University of California, Irvine professors Jane O. Newman, professor of comparative literature, and Gabriele Schwab, distinguished professor of comparative literature, will lead a UCI Humanities Commons-initiated collaboration with colleagues from Chile, England, and South Africa on a Global Humanities Institute (GHI) on the “Challenges of Translation,” funded by the Consortium of Humanities Centers and Institutes (CHCI) and the Mellon Foundation. Comparative Literature Ph.D. students Danah Alfailakawi, Ashley Call, and Anandi Rao will also participate, and distinguished professor Ngugi wa Thiong’o will hold a keynote address.

The GHI will meet for two weeks in Santiago, Chile, in July of 2019, for a series of lectures, panels, performances, and workshops in which the UCI delegation will collaborate with faculty and students from the other partner campuses.  UCI’s participation is also supported by the UCI Humanities Commons.

The GHI project, entitled “Translation’s Theoretical Issues, Practical Densities: Violence, Memory, and the Untranslatable,” will study and develop strategies of research, practice, and academic exchange based on a multidimensional and interdisciplinary concept of translation with poetic and theoretical implications. The model of translation will be used to explore and rethink both immediate and long-term questions of ethics, politics, history, and performance across media.
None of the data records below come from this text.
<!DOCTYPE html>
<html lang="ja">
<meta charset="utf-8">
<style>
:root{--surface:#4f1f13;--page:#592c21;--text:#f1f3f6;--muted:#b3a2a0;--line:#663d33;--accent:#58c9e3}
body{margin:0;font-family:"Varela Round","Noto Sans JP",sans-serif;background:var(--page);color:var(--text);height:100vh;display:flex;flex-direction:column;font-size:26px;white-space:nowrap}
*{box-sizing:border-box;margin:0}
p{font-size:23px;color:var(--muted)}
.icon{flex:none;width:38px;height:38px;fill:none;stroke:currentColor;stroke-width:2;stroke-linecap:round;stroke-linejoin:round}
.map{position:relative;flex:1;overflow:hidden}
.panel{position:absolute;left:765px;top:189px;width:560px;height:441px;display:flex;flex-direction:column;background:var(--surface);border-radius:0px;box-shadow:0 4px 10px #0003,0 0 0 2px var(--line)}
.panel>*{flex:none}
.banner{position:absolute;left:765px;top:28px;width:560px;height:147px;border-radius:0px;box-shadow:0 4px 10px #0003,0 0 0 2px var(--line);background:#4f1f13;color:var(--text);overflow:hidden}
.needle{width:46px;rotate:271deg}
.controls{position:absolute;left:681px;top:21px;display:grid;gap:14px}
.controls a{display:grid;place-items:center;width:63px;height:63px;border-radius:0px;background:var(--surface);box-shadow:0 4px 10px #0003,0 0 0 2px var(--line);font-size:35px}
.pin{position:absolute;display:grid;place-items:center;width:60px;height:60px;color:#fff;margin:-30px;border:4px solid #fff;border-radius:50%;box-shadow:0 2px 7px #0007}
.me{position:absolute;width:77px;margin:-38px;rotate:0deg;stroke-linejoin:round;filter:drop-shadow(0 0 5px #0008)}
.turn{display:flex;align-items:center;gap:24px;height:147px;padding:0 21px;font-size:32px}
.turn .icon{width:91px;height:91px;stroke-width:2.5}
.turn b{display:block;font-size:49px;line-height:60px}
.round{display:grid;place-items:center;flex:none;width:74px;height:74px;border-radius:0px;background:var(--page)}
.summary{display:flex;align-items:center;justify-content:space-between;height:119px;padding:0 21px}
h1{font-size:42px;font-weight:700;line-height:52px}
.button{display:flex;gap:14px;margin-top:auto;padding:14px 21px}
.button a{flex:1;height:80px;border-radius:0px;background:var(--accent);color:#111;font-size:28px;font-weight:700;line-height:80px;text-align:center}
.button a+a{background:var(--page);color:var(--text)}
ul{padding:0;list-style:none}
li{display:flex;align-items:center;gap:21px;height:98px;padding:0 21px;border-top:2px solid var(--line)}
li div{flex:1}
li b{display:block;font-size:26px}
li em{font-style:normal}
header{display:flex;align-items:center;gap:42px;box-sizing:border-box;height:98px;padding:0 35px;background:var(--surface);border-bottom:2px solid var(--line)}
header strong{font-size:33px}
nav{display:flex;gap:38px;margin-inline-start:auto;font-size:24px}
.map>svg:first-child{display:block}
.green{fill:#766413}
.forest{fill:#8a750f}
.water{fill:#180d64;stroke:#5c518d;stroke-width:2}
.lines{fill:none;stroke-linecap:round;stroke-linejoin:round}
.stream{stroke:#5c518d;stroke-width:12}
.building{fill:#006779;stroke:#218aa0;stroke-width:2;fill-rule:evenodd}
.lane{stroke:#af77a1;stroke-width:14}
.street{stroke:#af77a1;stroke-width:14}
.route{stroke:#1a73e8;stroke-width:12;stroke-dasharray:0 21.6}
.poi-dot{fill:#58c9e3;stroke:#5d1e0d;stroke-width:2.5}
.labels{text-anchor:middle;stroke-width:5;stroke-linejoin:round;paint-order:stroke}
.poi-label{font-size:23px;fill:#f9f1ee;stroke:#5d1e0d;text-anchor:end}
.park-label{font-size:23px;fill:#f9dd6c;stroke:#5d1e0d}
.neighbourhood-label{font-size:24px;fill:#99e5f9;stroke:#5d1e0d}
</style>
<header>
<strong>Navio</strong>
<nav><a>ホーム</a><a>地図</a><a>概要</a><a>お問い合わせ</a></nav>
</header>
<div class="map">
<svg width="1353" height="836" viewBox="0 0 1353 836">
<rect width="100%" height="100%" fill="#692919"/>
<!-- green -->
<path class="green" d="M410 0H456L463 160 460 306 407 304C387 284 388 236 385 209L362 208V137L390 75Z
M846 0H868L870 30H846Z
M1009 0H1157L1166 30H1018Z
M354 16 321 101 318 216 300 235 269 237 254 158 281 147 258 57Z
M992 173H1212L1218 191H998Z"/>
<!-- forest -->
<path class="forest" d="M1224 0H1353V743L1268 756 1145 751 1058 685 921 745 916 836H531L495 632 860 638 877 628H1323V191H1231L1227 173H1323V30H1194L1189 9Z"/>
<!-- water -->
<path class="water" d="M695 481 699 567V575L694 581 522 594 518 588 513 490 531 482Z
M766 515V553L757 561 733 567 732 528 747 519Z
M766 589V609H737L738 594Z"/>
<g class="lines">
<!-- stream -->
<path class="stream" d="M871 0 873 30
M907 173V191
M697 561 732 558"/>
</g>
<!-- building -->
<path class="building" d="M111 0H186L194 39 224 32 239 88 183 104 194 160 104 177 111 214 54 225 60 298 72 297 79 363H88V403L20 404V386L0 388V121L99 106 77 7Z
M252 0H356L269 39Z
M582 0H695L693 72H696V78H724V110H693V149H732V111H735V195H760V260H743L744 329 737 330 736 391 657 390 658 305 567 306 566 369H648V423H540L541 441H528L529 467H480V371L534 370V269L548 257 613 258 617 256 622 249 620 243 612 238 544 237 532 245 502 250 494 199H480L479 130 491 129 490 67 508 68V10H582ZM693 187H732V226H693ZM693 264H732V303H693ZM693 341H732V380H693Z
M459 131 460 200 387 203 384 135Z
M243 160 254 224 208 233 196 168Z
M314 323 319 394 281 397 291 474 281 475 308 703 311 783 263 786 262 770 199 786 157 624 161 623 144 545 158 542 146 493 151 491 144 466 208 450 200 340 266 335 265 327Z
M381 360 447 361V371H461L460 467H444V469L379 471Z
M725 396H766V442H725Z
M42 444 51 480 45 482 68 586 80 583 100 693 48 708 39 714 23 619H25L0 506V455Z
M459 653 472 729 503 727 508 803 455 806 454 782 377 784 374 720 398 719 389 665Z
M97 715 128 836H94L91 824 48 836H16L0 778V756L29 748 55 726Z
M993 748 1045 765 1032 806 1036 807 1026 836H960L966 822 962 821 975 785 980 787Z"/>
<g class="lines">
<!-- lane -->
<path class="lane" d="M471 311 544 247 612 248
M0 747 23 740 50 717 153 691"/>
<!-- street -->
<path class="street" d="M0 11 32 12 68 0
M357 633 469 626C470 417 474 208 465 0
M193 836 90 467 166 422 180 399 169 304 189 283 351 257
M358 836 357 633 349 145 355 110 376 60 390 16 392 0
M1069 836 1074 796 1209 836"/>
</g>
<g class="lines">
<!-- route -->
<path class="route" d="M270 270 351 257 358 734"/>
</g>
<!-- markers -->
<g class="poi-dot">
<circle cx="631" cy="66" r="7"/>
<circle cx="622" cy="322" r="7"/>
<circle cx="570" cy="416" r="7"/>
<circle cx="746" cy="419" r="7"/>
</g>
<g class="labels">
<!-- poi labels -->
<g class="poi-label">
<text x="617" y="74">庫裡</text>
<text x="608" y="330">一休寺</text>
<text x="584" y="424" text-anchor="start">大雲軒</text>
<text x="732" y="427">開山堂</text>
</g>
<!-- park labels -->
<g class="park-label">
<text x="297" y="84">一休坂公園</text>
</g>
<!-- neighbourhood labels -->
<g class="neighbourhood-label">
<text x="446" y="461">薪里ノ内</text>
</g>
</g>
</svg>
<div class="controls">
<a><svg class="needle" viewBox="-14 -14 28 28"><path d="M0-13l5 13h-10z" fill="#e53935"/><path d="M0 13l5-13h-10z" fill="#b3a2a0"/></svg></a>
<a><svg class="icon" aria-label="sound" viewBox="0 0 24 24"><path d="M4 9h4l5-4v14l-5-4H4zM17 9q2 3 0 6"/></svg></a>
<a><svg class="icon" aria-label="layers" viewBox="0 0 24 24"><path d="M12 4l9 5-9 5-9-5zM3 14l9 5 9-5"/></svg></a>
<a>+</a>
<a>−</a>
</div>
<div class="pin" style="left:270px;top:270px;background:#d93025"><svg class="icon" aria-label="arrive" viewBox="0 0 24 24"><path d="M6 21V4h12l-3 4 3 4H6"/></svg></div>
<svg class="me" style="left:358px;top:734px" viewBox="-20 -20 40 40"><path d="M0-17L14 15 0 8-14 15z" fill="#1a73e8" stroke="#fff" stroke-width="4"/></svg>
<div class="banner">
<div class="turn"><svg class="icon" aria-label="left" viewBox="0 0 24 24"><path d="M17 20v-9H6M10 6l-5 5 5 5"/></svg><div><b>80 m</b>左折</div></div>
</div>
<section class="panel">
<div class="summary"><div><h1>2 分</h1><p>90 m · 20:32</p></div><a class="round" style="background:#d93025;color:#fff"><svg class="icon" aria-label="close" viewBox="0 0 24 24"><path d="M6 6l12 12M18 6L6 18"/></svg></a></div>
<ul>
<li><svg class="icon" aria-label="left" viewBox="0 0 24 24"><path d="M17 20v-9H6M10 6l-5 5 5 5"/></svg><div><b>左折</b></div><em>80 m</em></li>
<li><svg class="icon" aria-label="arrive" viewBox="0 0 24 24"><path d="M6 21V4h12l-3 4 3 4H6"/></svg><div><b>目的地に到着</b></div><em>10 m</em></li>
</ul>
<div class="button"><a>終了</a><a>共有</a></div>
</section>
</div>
Over the past 30 years, translation studies has emerged as an independent field; broadly defined, translation has become a model for multiple lines of study and research, ranging from literary, philosophical and historical to juridical and psycho-social approaches. Its practical and theoretical implications and impact have been influential in view of the cultural, ethical, and political challenges that accompany vast migrations of people due to warfare and/or political and economic plight.

Newman, Ngugi, and Schwab are pleased to be involved in this project with its international reach. Taking leadership in this kind of collaborative project with partners from two Northern Hemisphere centers from North America and Europe and two Southern Hemisphere centers from South America and Sub-Saharan Africa will internationalize the discussions of and programs for literary translation long established at UCI in the School of Humanities, especially in the initiatives associated with the International Center for Writing and Translation (ICWT), of which Professor Ngugi Wa Thiong’o was the founding director and Professor Carrie Noland is the incoming director.

CHCI Global Humanities Institutes are multiyear projects devoted to a research theme, method, practice, or problem in the humanities that would benefit directly from an international, collaborative approach to it. These institutes represent the newest phase in CHCI's ongoing effort to advance international, collaborative research in the humanities.